Directions for this task
Note how many lines in the entries contain the string "stream", then give that number and nothing else.
Start of Entries supplied
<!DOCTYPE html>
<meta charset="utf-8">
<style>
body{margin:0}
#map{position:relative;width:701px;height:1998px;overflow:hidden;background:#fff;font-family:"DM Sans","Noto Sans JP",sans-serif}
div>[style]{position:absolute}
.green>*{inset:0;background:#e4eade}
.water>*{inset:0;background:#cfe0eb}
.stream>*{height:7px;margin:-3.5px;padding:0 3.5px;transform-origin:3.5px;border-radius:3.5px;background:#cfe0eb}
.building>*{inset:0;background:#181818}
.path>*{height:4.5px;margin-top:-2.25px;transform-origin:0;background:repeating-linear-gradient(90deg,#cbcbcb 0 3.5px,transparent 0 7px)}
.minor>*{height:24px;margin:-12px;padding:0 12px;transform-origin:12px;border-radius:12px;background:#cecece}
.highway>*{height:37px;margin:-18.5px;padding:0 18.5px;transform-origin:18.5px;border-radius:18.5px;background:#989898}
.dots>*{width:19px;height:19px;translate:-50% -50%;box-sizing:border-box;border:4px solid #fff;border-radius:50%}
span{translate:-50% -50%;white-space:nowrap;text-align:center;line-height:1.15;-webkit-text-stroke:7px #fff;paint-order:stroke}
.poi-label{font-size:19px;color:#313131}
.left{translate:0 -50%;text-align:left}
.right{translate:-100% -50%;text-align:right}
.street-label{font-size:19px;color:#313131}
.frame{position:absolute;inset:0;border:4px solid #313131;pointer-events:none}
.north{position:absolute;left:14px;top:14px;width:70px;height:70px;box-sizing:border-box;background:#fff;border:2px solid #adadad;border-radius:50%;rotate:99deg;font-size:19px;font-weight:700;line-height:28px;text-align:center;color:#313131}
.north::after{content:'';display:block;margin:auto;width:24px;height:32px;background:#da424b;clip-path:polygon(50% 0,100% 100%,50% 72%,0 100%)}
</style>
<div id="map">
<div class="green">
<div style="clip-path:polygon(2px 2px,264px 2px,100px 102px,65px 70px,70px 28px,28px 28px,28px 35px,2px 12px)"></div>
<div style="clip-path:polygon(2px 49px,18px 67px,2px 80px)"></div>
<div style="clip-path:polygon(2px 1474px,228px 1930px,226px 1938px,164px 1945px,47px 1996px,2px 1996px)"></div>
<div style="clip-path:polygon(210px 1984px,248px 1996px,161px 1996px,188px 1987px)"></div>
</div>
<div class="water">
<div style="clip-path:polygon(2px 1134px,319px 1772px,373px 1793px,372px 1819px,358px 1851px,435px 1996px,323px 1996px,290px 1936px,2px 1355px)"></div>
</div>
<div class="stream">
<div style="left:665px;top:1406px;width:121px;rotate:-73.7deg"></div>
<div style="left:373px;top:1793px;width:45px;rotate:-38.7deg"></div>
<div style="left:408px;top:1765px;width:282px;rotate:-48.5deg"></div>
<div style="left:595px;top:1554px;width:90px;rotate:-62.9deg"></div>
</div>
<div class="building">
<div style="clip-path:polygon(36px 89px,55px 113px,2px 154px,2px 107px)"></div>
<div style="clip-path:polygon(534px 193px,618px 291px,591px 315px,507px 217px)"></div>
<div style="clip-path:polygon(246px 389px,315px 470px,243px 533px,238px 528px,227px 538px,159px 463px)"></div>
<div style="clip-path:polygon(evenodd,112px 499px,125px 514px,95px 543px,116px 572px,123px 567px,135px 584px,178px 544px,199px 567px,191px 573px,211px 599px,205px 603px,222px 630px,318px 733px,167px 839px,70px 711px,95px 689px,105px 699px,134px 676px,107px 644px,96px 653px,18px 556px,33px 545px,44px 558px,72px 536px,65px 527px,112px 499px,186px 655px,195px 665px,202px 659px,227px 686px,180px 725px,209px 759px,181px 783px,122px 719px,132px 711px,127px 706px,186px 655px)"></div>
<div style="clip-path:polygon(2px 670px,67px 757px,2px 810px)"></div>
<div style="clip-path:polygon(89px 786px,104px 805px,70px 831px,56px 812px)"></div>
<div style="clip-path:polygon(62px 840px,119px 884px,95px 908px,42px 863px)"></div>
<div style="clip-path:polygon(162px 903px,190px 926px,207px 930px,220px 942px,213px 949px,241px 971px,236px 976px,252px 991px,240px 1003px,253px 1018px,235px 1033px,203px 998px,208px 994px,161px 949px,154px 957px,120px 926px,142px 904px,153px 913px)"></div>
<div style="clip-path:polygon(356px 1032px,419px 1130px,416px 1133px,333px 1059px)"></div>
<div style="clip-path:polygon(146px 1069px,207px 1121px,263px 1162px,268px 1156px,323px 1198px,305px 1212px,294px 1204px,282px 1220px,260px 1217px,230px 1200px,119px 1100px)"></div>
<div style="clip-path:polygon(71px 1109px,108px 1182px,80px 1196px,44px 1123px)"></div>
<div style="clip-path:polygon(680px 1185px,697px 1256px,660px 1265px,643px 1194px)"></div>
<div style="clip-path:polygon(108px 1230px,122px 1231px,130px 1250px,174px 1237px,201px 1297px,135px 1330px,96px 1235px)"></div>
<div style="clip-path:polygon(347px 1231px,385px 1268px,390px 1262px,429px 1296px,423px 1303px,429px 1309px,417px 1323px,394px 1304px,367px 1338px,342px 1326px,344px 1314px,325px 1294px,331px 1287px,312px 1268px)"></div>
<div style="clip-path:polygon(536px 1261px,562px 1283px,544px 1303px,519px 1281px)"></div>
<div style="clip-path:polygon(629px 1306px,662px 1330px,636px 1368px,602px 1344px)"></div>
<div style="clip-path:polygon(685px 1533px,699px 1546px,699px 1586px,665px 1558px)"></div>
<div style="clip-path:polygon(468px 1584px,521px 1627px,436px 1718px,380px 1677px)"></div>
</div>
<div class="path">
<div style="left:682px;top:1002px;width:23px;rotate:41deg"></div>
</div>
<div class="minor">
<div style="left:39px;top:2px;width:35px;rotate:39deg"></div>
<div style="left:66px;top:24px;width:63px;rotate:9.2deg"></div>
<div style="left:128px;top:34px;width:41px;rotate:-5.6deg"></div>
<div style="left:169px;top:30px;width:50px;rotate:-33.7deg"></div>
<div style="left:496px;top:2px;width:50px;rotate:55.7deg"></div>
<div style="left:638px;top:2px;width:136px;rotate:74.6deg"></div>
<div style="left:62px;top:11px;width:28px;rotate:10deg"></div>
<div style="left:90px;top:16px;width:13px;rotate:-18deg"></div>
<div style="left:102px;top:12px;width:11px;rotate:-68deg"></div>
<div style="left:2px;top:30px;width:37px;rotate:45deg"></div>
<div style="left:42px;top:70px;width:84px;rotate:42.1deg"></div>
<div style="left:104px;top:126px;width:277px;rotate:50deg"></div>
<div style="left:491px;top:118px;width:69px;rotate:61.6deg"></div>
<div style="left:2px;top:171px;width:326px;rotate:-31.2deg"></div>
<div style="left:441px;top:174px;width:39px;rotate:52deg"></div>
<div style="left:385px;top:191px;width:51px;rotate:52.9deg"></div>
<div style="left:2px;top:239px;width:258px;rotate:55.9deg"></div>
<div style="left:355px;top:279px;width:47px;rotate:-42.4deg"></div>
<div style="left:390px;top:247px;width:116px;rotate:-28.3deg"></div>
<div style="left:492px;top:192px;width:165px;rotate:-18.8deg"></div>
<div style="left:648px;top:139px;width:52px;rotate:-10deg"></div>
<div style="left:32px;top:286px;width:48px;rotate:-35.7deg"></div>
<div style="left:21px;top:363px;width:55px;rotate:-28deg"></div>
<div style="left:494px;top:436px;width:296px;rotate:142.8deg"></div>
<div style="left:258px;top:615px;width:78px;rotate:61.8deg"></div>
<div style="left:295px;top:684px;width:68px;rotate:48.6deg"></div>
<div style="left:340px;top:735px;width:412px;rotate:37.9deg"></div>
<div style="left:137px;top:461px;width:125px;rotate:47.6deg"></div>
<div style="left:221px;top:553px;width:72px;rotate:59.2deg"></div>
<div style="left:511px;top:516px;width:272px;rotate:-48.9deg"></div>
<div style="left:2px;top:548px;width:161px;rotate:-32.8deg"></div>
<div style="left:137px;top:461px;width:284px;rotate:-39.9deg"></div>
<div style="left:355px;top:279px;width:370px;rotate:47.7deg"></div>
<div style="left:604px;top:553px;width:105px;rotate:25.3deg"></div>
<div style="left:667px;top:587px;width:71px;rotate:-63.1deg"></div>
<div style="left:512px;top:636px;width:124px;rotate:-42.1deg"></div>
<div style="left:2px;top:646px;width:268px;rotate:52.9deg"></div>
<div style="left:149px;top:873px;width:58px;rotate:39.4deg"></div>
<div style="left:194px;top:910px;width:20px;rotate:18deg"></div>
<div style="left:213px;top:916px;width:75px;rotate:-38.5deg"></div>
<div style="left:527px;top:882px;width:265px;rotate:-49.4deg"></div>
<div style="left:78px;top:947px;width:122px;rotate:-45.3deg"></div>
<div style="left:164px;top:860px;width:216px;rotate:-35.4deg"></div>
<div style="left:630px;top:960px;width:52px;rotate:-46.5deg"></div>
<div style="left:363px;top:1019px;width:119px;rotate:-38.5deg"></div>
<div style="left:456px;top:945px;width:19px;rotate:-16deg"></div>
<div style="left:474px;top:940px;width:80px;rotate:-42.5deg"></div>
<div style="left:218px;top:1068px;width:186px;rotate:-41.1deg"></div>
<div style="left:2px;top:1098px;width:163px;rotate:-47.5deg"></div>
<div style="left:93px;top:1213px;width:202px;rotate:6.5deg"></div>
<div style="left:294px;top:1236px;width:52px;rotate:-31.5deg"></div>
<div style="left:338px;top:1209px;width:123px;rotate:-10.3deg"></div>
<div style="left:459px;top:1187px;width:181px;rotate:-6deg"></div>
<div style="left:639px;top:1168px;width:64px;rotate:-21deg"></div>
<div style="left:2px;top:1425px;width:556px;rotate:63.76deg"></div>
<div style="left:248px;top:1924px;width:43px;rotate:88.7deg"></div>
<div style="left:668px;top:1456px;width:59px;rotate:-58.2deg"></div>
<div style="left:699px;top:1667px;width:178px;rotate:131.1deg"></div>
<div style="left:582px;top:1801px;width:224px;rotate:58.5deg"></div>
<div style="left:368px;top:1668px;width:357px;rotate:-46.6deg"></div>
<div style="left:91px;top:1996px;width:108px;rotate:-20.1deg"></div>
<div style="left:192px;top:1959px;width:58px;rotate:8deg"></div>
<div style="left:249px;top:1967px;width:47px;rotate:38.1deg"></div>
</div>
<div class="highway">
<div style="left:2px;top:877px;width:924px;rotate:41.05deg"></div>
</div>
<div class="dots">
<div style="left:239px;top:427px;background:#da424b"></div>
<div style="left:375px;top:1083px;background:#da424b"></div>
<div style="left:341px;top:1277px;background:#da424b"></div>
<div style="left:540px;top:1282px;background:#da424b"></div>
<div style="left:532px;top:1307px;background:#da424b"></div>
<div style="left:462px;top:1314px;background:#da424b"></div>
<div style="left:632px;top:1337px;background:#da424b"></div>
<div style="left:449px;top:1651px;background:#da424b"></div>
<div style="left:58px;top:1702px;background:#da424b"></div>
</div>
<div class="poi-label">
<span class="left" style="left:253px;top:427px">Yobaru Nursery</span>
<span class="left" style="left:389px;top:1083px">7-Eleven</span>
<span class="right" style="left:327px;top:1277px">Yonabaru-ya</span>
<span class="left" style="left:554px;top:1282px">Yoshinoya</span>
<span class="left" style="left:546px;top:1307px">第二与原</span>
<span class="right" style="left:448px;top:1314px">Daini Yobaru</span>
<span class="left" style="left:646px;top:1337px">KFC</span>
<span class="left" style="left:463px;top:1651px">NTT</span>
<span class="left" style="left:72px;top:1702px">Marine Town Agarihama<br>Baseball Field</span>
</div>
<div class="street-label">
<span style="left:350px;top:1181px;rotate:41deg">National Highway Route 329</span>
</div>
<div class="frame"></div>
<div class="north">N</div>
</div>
End of Entries supplied
Exercise result
2